Aussi, l’interruption du trafic commercial dans l’un des points d’étranglement maritimes (le détroit de Gibraltar, le canal de Suez, le détroit de Malacca, le pas de Calais, le détroit du Danemark…) pourrait avoir des conséquences économiques catastrophiques. Les attaques non attribuées intervenues sur deux pétroliers dans le détroit d’Ormuz le 13 juin 2019, eurent ainsi pour effet immédiat une flambée de 4 % du cours du pétrole, et une augmentation de 10 % des primes d’assurance pour les navires transitant dans les eaux du Moyen-Orient (16). L’échouage en travers du canal de Suez du porte-conteneurs Ever Given le 23 mars 2021 aura bloqué l’un des axes maritimes les plus stratégiques, immobilisant 10 % du commerce mondial et coûtant, chaque jour, entre 6 et 10 milliards de dollars au commerce mondial, soit 400 millions de dollars par heure (17).

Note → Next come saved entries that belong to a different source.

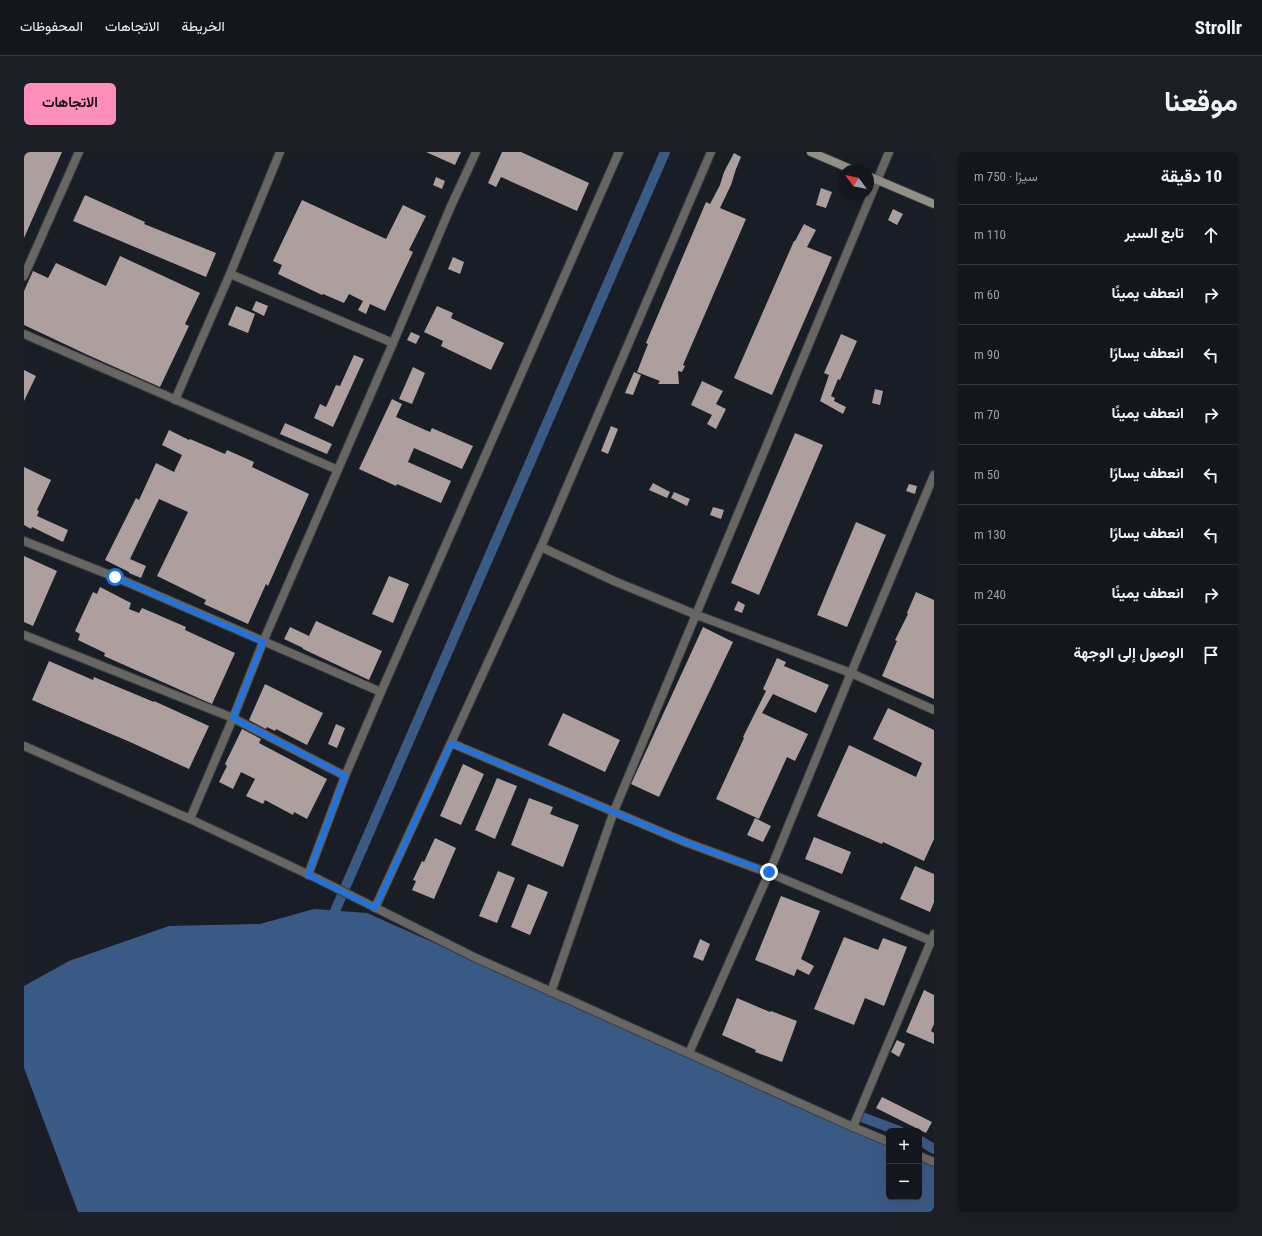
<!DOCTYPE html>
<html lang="ar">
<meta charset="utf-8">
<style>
body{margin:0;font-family:"Roboto Condensed",Vazirmatn,sans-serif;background:#1c1f25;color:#f1f3f6;direction:rtl}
.controls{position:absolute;right:12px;bottom:12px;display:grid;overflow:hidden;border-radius:6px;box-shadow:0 4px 16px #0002}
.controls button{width:36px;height:36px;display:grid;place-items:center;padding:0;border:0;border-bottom:1px solid #32353b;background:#13161c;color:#f1f3f6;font:20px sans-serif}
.compass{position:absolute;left:814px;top:12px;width:36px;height:36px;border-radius:50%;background:#13161c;box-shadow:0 4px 16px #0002;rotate:303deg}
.stop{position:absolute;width:12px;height:12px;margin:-9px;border:3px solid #1a73e8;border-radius:50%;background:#fff}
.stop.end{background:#1a73e8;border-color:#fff;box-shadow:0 1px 4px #0008}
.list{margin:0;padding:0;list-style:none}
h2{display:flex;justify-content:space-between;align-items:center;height:52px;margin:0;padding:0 16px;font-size:17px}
h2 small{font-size:13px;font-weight:400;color:#9d9fa3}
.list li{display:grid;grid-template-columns:26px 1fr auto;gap:12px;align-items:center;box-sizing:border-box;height:60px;padding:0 16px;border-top:1px solid #32353b}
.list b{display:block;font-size:15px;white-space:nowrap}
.list em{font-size:13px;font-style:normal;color:#9d9fa3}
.icon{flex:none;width:22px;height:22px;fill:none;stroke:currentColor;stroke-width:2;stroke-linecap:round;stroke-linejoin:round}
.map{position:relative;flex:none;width:910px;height:1060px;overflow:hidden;direction:ltr;border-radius:6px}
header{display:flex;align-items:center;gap:24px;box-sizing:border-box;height:56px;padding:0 20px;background:#13161c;border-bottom:1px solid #32353b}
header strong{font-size:19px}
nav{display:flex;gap:22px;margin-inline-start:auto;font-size:14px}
.intro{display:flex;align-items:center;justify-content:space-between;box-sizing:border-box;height:96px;padding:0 24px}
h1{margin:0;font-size:28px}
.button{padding:10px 18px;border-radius:6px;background:#ff8eb9;color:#111;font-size:14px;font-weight:700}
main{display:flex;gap:24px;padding:0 24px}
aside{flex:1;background:#13161c;border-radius:6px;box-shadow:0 4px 16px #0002}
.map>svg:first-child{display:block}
.water{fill:#3a5a86}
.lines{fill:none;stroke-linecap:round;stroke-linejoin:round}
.canal{stroke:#3a5a86;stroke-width:10}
.building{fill:#ad9f9e}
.street-casing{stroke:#363b42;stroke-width:10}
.secondary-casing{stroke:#363b42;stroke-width:10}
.street{stroke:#686662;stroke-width:8}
.secondary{stroke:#939088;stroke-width:8}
.route{stroke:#1a73e8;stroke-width:5}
</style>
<header>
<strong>Strollr</strong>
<nav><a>الخريطة</a><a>الاتجاهات</a><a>المحفوظات</a></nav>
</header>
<div class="intro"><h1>موقعنا</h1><a class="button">الاتجاهات</a></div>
<main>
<aside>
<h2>10 دقيقة<small>سيرًا · 750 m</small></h2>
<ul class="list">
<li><svg class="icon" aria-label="ahead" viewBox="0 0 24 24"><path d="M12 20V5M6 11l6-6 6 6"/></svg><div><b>تابع السير</b></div><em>110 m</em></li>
<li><svg class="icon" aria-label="right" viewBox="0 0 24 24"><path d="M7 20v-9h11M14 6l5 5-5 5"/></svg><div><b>انعطف يمينًا</b></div><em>60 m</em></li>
<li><svg class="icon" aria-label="left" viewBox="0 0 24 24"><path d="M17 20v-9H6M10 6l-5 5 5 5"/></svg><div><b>انعطف يسارًا</b></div><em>90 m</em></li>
<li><svg class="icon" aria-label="right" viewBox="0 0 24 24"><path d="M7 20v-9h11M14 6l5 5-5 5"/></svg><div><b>انعطف يمينًا</b></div><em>70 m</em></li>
<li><svg class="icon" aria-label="left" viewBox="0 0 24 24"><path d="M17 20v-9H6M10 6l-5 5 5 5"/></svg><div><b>انعطف يسارًا</b></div><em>50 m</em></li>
<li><svg class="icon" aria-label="left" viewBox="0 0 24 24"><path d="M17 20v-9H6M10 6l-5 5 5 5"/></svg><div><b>انعطف يسارًا</b></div><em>130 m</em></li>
<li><svg class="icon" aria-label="right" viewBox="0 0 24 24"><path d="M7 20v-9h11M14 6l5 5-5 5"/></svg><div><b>انعطف يمينًا</b></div><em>240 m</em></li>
<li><svg class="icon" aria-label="arrive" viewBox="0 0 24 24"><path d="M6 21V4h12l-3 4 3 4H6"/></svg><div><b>الوصول إلى الوجهة</b></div></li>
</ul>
</aside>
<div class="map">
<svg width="910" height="1060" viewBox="0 0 910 1060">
<rect width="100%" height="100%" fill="#191e26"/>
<!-- water -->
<polygon class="water" points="290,757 343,761 865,993 865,1045 895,1045 895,1007 910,1013 910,1060 54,1060 0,916 0,834 45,809 145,774 236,772"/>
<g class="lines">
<!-- canal -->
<g class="canal">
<polyline points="311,759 641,0"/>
<polyline points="835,964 875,979"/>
<polyline points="895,988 910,997"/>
</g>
</g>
<!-- building -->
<g class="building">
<polygon points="0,0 38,0 0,86"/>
<polygon points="402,0 437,0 431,13"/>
<polygon points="478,0 497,0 565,31 553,59 477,25 472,35 464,31"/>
<polygon points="710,1 717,5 712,17 707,33 696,56 722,67 659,213 661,214 658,220 654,219 655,232 634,232 636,229 613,220 624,192 622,191 682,50 686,52 696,33 700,20"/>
<polygon points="412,25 421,29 418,37 409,33"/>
<polygon points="797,36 808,40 802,56 792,53"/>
<polygon points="61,43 121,70 120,72 192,101 182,125 49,69"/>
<polygon points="278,48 362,87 379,53 402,64 385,98 389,100 361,159 346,152 342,162 334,158 339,149 325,142 320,151 299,142 298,143 254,122 258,113 249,109"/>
<polygon points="869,57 879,62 873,73 864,68"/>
<polygon points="780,72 792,78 783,95 808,105 748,243 710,226 770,89 771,89"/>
<polygon points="96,104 176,141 161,172 165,174 136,235 66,204 0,173 0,139 9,119 24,126 32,111 82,134"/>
<polygon points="429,105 440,110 436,122 424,117"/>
<polygon points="232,149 244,154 240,164 228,158"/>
<polygon points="212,154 231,162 224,181 204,173"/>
<polygon points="413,154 429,161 427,166 480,191 467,218 417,194 419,189 400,180"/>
<polygon points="387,180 396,184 392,192 383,188"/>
<polygon points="817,182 833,189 816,228 814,227 807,244 811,246 810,249 822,255 819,262 796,249 805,223 800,221"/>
<polygon points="330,203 340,207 309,275 290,266 296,252 302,255 312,233 316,234"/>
<polygon points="389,215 401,221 388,252 375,247"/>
<polygon points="0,218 12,224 0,249"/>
<polygon points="610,220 617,223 609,243 601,241"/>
<polygon points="678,229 699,239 692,252 702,257 692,277 683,272 688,263 667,253"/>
<polygon points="851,237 859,239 856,253 848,251"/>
<polygon points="368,247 378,252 372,265 406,280 408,276 449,294 438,317 390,296 384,310 427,329 417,351 373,332 372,334 335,317"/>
<polygon points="261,271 308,292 303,302 256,282"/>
<polygon points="587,274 594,277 584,302 577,299"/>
<polygon points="145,278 165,288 166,287 201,302 203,298 230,310 228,315 285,342 244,434 242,432 224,472 180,452 182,448 133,424 164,360 135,347 106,407 122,414 117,426 105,421 105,420 81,408 112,346 115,348 132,311 150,320 158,303 138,293"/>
<polygon points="771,281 799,293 735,443 707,431"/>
<polygon points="0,315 27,328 13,358 15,359 13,364 44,378 39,390 8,375 7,377 0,373"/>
<polygon points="629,331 646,340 643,346 625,338"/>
<polygon points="885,332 893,334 891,342 882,339"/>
<polygon points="650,340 666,347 663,354 647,346"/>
<polygon points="689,355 700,358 697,367 686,363"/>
<polygon points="832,370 862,383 823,475 793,463"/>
<polygon points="0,404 33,419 9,474 0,470"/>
<polygon points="365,424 385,432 369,471 348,462"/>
<polygon points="76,435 107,451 105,457 115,461 118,456 162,475 161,478 211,501 188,552 80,504 81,501 54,488 56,482 51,479 69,440 73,442"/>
<polygon points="892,440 910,448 910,547 858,524 873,489 871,488 884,462 883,461"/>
<polygon points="714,449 721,453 718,461 710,458"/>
<polygon points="292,469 358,499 345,528 279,497 279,496 260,487 266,475 285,484"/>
<polygon points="679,475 709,490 635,645 607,632"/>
<polygon points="753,506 762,510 760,514 805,533 792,561 749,542 738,561 784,582 771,609 763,605 735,667 692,647 720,586 719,585 742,539 739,537"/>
<polygon points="25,509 69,528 70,525 130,550 130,549 185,574 165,617 106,590 8,548"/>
<polygon points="241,532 299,561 283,593 252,577 251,579 243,575 242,577 225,568"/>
<polygon points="864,556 910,578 910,687 900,709 859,690 858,692 793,664 825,593 892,625 898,611 849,587"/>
<polygon points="539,561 596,588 581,620 524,593"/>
<polygon points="312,572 321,576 313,596 304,592"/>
<polygon points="218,577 237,587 235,591 303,627 283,667 270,660 269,663 241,648 239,652 222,644 231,627 217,620 209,637 195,630 203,614 201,612"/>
<polygon points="439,612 460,622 437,673 416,664"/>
<polygon points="473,626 493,634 471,687 451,678"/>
<polygon points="505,646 529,655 526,662 555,673 539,715 487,693"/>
<polygon points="731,666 747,674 739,690 723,683"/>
<polygon points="790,685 827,700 818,722 781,707"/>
<polygon points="411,686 432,696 410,747 388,738 392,729 389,728 398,709 400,710"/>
<polygon points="891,714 910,722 910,750 906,760 876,747"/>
<polygon points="474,719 491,726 473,771 455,764"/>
<polygon points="504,732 524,740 506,783 487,775"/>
<polygon points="757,744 796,759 777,807 790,814 785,823 773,817 770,824 731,808"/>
<polygon points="820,785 854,798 859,786 883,795 860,854 841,846 830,873 790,857"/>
<polygon points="676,787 686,792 679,809 669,805"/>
<polygon points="900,838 910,843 910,872 907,879 910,881 910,892 882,880"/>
<polygon points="713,846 746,860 747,859 773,869 758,910 731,900 732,898 698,883"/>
<polygon points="873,888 881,892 875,905 867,900"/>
<polygon points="858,945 908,970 902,981 852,956"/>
</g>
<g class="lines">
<!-- street casing -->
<g class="street-casing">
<g id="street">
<polyline points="206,122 369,191"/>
<polyline points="0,124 55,0"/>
<polyline points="0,182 314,318"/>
<polyline points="151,248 206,122 256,0"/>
<polyline points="0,389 91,425 357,540"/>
<polyline points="517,395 590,429 673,463 827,521 910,558"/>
<polyline points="0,483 209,566 321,624"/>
<polyline points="427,591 661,690 745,721 910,790"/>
<polyline points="0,594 166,667 294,727 452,806 829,975 865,990"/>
<polyline points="166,667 209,566 239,490 369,191 427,54 452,0"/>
<polyline points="284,723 321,624 357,540 595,0"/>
<polyline points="351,756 517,395 687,0"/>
<polyline points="527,840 590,659 865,0"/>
<polyline points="665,901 745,721 827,521 910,323"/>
<polyline points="829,975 910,782"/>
<polyline points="895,1004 910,1010"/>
</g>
</g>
<!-- secondary casing -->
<g class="secondary-casing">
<g id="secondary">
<polyline points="787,0 829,18"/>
<polyline points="844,24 910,52"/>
</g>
</g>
<!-- street -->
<use href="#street" class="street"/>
<!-- secondary -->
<use href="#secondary" class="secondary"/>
</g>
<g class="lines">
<!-- route -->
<polyline class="route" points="91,425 239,490 209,566 321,624 284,723 351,756 427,591 661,690 745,720"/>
</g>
</svg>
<div class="controls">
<button>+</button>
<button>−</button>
</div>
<svg class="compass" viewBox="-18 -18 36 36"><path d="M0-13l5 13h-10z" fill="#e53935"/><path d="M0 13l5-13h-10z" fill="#9d9fa3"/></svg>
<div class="stop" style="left:91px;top:425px"></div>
<div class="stop end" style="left:745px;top:720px"></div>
</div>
</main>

L’importance économique de la mer et l’absence d’une population humaine permanente apparaissent comme des catalyseurs des actions hybrides en milieu maritime : tentatives de préemption de ressources naturelles (18) (pétrole brut, gaz naturel, métaux rares, poissons…), fragilisation des liaisons maritimes vitales (19) et apparition d’un nouvel espace de vulnérabilité via les infrastructures critiques telles que l’énergie (gazoducs, oléoducs et éoliennes) et les communications (câbles sous-marins). Ces dernières ont été déposées sans protection particulière à une époque où dominait le sentiment d’un bien commun international, et donc loin d’une menace potentielle. Les attaques contre Nord Stream 1 et 2 en décembre 2022 (20) en sont un exemple frappant.
Ces actions ont des conséquences significatives sur l’économie de l’adversaire, et a fortiori sur son opinion publique ; c’est bien l’un des objectifs de la guerre hybride maritime.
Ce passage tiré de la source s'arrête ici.